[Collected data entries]
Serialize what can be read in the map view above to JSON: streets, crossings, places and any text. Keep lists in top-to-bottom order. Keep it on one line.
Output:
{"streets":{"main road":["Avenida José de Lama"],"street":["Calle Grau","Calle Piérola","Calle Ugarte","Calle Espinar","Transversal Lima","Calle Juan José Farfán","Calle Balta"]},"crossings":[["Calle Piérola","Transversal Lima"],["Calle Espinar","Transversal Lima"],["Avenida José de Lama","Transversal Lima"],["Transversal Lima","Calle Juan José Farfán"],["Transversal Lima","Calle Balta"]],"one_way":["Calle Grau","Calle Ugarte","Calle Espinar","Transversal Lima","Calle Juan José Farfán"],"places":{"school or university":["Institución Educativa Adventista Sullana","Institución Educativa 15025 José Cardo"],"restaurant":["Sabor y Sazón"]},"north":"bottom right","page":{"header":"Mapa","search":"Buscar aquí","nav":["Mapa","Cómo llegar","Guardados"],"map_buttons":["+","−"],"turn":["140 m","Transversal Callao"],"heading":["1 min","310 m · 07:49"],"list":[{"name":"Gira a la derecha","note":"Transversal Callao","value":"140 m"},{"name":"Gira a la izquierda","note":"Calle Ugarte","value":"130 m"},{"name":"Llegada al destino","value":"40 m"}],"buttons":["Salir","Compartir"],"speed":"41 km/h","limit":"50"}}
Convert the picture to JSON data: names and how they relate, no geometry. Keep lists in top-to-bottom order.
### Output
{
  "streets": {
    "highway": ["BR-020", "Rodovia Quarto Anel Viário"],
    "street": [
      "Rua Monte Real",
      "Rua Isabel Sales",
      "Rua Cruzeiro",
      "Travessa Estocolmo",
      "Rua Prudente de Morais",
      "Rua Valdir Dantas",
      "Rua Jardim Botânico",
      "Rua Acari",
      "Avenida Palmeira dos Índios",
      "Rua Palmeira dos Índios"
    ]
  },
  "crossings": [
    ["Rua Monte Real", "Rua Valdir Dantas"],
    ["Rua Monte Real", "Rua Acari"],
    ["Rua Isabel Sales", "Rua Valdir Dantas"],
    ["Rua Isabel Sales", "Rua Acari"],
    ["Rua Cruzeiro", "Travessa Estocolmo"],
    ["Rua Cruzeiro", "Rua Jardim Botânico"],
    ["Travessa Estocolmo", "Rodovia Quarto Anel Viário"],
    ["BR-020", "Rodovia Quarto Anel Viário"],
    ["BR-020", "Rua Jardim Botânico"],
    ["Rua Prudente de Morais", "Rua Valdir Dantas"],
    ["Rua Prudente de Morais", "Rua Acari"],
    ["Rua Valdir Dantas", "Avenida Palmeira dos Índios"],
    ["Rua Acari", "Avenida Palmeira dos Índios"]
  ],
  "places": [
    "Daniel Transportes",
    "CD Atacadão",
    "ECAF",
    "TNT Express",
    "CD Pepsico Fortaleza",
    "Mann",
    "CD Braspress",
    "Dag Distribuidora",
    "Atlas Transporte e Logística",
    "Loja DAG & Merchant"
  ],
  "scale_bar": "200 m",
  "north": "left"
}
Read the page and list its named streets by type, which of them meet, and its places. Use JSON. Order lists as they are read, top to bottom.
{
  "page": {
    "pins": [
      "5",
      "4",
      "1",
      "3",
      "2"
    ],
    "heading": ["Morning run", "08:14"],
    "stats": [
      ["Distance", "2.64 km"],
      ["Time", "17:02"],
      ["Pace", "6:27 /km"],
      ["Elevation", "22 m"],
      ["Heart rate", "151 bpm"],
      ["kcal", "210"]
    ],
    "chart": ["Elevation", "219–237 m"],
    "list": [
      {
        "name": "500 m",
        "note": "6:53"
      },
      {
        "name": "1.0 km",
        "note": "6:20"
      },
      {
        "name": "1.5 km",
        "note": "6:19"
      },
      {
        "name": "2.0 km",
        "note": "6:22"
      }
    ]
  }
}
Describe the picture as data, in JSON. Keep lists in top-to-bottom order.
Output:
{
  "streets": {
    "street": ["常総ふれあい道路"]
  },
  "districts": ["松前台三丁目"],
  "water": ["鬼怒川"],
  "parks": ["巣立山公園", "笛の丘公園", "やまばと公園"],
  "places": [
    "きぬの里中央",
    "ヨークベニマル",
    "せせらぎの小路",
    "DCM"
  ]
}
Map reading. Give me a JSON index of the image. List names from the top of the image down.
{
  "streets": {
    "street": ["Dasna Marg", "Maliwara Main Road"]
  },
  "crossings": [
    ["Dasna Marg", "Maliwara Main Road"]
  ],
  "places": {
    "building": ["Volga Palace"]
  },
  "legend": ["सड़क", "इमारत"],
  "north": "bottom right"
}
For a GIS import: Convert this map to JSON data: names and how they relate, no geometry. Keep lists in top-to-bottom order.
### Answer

» **Description of the task**
Look above for the line containing "For a GIS import: Convert"; copy from it through the last line, exactly, and nothing more.

» **Task output**
For a GIS import: Convert this map to JSON data: names and how they relate, no geometry. Keep lists in top-to-bottom order.
### Answer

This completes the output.